Would you output the following records verbatim and skip the images in them?

◇ ◇ ◇

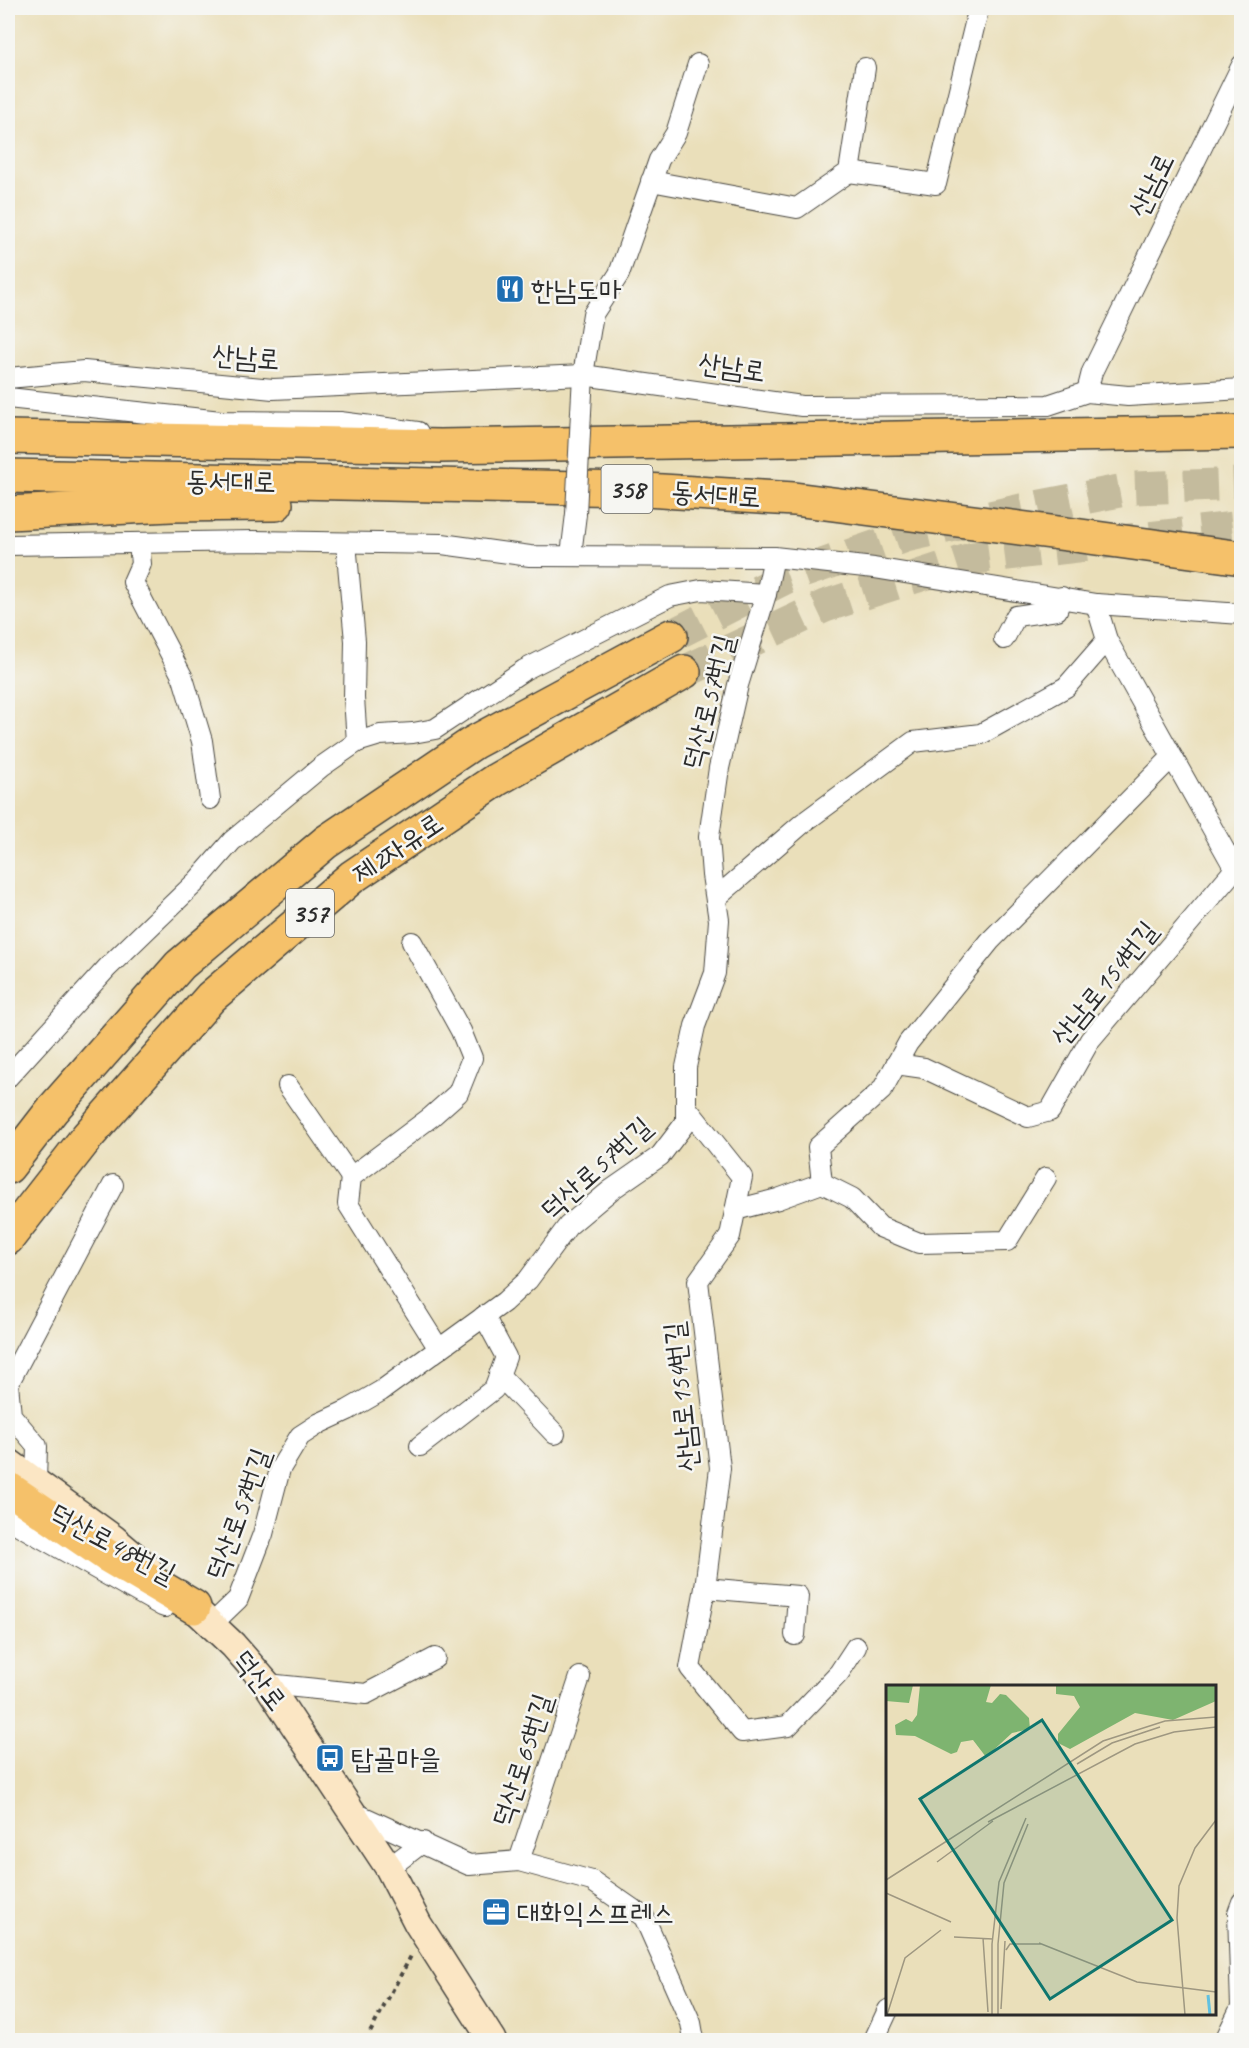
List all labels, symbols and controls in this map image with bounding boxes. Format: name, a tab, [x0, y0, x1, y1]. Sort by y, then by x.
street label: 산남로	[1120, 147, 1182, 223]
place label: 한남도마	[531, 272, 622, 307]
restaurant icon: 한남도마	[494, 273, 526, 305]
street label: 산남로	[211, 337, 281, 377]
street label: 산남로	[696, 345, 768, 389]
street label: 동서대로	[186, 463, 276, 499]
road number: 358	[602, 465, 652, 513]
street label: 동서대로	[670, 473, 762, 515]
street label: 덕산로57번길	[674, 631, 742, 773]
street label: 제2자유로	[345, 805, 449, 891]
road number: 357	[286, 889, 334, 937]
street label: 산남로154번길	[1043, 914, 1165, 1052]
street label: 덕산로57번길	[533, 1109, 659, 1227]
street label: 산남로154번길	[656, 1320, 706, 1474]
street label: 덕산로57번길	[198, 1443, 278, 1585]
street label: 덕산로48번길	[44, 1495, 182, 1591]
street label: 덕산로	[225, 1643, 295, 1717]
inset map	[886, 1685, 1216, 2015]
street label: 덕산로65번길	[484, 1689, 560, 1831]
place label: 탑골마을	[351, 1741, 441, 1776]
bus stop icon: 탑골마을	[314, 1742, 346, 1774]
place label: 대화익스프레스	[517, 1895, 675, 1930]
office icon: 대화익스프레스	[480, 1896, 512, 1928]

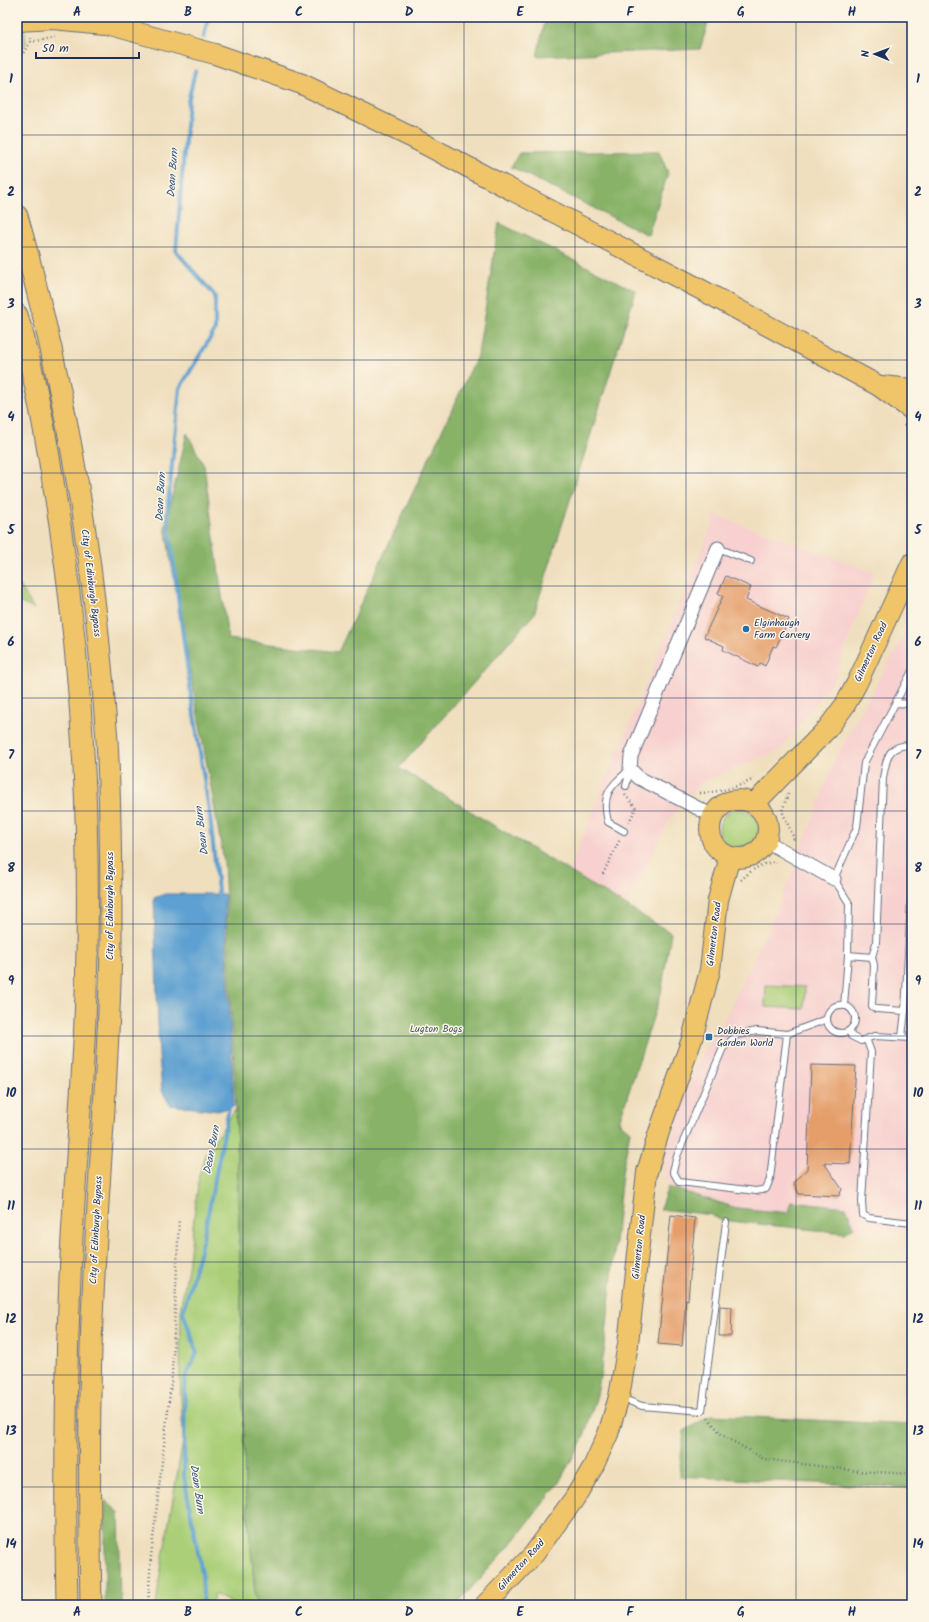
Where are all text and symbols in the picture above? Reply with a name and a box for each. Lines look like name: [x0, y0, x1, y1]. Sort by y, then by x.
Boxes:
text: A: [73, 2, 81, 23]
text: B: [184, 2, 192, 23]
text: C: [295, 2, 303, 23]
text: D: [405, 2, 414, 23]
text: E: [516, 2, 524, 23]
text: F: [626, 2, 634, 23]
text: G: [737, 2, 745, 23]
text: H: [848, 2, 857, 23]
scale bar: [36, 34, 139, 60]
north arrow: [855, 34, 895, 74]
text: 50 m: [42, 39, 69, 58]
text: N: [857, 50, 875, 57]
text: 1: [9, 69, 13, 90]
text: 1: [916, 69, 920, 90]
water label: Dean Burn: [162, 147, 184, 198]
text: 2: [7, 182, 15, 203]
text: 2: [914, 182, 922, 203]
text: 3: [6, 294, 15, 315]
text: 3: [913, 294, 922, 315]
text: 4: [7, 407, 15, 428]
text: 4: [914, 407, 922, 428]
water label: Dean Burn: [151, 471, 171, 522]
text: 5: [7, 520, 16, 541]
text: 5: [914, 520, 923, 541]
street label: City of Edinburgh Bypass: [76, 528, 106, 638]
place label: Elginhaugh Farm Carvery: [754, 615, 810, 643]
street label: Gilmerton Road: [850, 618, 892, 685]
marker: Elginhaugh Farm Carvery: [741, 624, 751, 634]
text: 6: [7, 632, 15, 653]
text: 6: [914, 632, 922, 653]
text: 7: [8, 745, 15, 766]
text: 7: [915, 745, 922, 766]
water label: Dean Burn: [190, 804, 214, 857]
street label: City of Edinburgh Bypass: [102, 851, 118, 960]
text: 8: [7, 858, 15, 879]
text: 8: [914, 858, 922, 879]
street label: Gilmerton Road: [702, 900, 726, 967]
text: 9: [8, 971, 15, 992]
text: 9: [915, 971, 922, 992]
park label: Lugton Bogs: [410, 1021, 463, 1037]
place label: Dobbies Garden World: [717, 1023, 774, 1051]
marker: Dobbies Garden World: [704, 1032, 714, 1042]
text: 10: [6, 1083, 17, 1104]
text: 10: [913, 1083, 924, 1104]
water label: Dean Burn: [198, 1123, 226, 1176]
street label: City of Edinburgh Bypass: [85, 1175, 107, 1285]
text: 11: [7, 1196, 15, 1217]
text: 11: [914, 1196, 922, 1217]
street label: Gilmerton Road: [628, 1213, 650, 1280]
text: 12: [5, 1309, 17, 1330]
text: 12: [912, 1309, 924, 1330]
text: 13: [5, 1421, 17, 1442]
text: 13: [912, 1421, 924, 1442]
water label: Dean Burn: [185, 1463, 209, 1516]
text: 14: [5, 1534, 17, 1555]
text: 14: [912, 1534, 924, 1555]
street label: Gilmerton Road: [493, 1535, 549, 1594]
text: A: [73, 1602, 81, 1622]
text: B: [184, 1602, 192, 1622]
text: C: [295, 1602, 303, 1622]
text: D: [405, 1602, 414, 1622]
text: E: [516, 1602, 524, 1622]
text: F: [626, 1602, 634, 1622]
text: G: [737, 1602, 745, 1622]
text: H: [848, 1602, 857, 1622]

◇ ◇ ◇

__Solution for this exercise__.
List all labels, symbols and controls in this map image with bounding boxes. Format: name, a tab, [x0, y0, x1, y1]. Sort by y, then by x.
street label: 산남로	[1120, 147, 1182, 223]
place label: 한남도마	[531, 272, 622, 307]
restaurant icon: 한남도마	[494, 273, 526, 305]
street label: 산남로	[211, 337, 281, 377]
street label: 산남로	[696, 345, 768, 389]
street label: 동서대로	[186, 463, 276, 499]
road number: 358	[602, 465, 652, 513]
street label: 동서대로	[670, 473, 762, 515]
street label: 덕산로57번길	[674, 631, 742, 773]
street label: 제2자유로	[345, 805, 449, 891]
road number: 357	[286, 889, 334, 937]
street label: 산남로154번길	[1043, 914, 1165, 1052]
street label: 덕산로57번길	[533, 1109, 659, 1227]
street label: 산남로154번길	[656, 1320, 706, 1474]
street label: 덕산로57번길	[198, 1443, 278, 1585]
street label: 덕산로48번길	[44, 1495, 182, 1591]
street label: 덕산로	[225, 1643, 295, 1717]
inset map	[886, 1685, 1216, 2015]
street label: 덕산로65번길	[484, 1689, 560, 1831]
place label: 탑골마을	[351, 1741, 441, 1776]
bus stop icon: 탑골마을	[314, 1742, 346, 1774]
place label: 대화익스프레스	[517, 1895, 675, 1930]
office icon: 대화익스프레스	[480, 1896, 512, 1928]

Where are all text and symbols in the picture above? Reply with a name and a box for each. Lines look like name: [x0, y0, x1, y1]. Sort by y, then by x.
Boxes:
text: A: [73, 2, 81, 23]
text: B: [184, 2, 192, 23]
text: C: [295, 2, 303, 23]
text: D: [405, 2, 414, 23]
text: E: [516, 2, 524, 23]
text: F: [626, 2, 634, 23]
text: G: [737, 2, 745, 23]
text: H: [848, 2, 857, 23]
scale bar: [36, 34, 139, 60]
north arrow: [855, 34, 895, 74]
text: 50 m: [42, 39, 69, 58]
text: N: [857, 50, 875, 57]
text: 1: [9, 69, 13, 90]
text: 1: [916, 69, 920, 90]
water label: Dean Burn: [162, 147, 184, 198]
text: 2: [7, 182, 15, 203]
text: 2: [914, 182, 922, 203]
text: 3: [6, 294, 15, 315]
text: 3: [913, 294, 922, 315]
text: 4: [7, 407, 15, 428]
text: 4: [914, 407, 922, 428]
water label: Dean Burn: [151, 471, 171, 522]
text: 5: [7, 520, 16, 541]
text: 5: [914, 520, 923, 541]
street label: City of Edinburgh Bypass: [76, 528, 106, 638]
place label: Elginhaugh Farm Carvery: [754, 615, 810, 643]
street label: Gilmerton Road: [850, 618, 892, 685]
marker: Elginhaugh Farm Carvery: [741, 624, 751, 634]
text: 6: [7, 632, 15, 653]
text: 6: [914, 632, 922, 653]
text: 7: [8, 745, 15, 766]
text: 7: [915, 745, 922, 766]
water label: Dean Burn: [190, 804, 214, 857]
street label: City of Edinburgh Bypass: [102, 851, 118, 960]
text: 8: [7, 858, 15, 879]
text: 8: [914, 858, 922, 879]
street label: Gilmerton Road: [702, 900, 726, 967]
text: 9: [8, 971, 15, 992]
text: 9: [915, 971, 922, 992]
park label: Lugton Bogs: [410, 1021, 463, 1037]
place label: Dobbies Garden World: [717, 1023, 774, 1051]
marker: Dobbies Garden World: [704, 1032, 714, 1042]
text: 10: [6, 1083, 17, 1104]
text: 10: [913, 1083, 924, 1104]
water label: Dean Burn: [198, 1123, 226, 1176]
street label: City of Edinburgh Bypass: [85, 1175, 107, 1285]
text: 11: [7, 1196, 15, 1217]
text: 11: [914, 1196, 922, 1217]
street label: Gilmerton Road: [628, 1213, 650, 1280]
text: 12: [5, 1309, 17, 1330]
text: 12: [912, 1309, 924, 1330]
text: 13: [5, 1421, 17, 1442]
text: 13: [912, 1421, 924, 1442]
water label: Dean Burn: [185, 1463, 209, 1516]
text: 14: [5, 1534, 17, 1555]
text: 14: [912, 1534, 924, 1555]
street label: Gilmerton Road: [493, 1535, 549, 1594]
text: A: [73, 1602, 81, 1622]
text: B: [184, 1602, 192, 1622]
text: C: [295, 1602, 303, 1622]
text: D: [405, 1602, 414, 1622]
text: E: [516, 1602, 524, 1622]
text: F: [626, 1602, 634, 1622]
text: G: [737, 1602, 745, 1622]
text: H: [848, 1602, 857, 1622]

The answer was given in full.